その後、さらなる改良と数々のチューニングモデルが設定されましたが、モデルライフ末期の2002年に発売された特別仕様車で、印象深いのが「ツーリングワゴンGT-B Sエディション」です。
エンジンを含むパワートレインはGT-Bと同一ですが、フロントブレーキは赤く塗装された対向4ポットブレーキキャリパーを装備し、15:1のクイックステアリングギヤレシオ、フロントヘリカルLSD(5速MT車)を専用に搭載するなど、走行性能の向上が図られました。
さらに外装は専用のカラーリングを設定し、内装ではアルミパッド付スポーツペダル、チタン調パネル、チタン調リングのMOMO製ステアリングホイールなどを装備し、スポーティに演出。
Sエディションは短命でしたが、3代目レガシィにおける進化の集大成といえるモデルです。
●三菱「レグナム VR-4」
三菱「レグナム」は、1996年にミドルクラスセダンの8代目「ギャラン」の姉妹車として登場したステーションワゴンです。
前出のレガシィ ツーリングワゴンに対抗して発売されたモデルで、外観は8代目ギャランと同じ意匠の精悍なフロントフェイスと、伸びやかにデザインされたキャビンが特徴です。
また、世界初となる量産ガソリン直噴エンジン(1.8リッター)をギャランとともに搭載するなど、技術的にも先進的でした。
トップグレードの「VR-4」には、最高出力280馬力を発揮する2.5リッターV型6気筒ツインターボエンジンを搭載し、フルタイム4WDシステムを組み合わせています。
この駆動系にはリアの左右駆動力配分を電子制御して旋回性能を高める「AYC(アクティブ・ヨー・コントロール)」を装備。さらに足まわりには4輪マルチリンクサスペンションを採用するなど、動力性能だけでなく高い運動性能を誇りました。
さらに1998年には、専用の大型エアロパーツ、ラリーアート製スポーツマフラー、ハイグリップタイヤ、MOMO製本革巻ステアリングホイール、レカロ製バケットシートなどが装備された「スーパーVR-4」を発売。
レグナムはベーシックなモデルから高性能モデルまで、さまざまなニーズに対応したことで人気となりましたが、三菱の経営状態の悪化とステーションワゴン人気の低下から、2002年に生産を終了し、後継車はありませんでした。
■スカイラインGT-Rのコンポーネンツが移植された至高のステーションワゴン
●日産「ステージア オーテックバージョン 260RS」
1968年に発売された日産3代目「スカイライン」以降、クーペ、セダン以外にステーションワゴンもしくはライトバンがラインナップされました。

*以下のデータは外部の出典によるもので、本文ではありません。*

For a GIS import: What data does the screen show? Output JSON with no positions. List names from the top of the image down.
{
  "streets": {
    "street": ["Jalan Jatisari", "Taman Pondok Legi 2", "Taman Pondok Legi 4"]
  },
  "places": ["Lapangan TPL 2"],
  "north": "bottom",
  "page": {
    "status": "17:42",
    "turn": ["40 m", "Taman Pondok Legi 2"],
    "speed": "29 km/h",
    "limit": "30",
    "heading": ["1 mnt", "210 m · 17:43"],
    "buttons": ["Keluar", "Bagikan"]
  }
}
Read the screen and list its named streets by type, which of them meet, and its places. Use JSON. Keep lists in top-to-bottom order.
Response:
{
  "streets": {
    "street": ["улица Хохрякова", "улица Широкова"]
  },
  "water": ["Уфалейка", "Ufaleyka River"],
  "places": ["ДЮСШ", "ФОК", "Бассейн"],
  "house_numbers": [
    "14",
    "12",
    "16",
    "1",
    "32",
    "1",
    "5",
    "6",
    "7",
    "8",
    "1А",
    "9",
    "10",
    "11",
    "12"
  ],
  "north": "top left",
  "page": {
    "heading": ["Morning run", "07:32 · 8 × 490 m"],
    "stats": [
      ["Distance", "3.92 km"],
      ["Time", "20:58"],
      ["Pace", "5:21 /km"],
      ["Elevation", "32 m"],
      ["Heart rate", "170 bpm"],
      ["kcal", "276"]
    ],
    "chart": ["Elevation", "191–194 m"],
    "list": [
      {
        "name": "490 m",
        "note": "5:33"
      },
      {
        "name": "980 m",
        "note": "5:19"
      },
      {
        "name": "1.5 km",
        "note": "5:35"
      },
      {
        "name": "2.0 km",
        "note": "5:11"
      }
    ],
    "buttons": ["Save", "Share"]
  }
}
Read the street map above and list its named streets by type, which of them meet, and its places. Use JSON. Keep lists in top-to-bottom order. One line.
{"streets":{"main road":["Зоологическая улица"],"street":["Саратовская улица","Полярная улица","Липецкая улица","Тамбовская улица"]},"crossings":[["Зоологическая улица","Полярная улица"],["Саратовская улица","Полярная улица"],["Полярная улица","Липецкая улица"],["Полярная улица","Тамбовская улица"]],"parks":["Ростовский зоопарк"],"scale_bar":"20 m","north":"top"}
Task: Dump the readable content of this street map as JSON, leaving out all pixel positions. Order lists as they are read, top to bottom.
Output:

しかし、1989年に登場した8代目(R32型)で、ステーションワゴンが廃止されました。
そこで、日産は新たなミドルサイズ・ステーションワゴン専用車として、1996年に初代「ステージア」を発売。
シャシやパワートレインなど主要なコンポーネンツは9代目(R33型)スカイラインと共通で、エンジンは全グレードに直列6気筒の「RB型」を搭載。
ステージアには発売当初からターボエンジンを搭載する高性能グレードがラインナップされていましたが、1997年にライバルを圧倒する高性能モデルの「ステージア オーテックバージョン 260RS」が登場します。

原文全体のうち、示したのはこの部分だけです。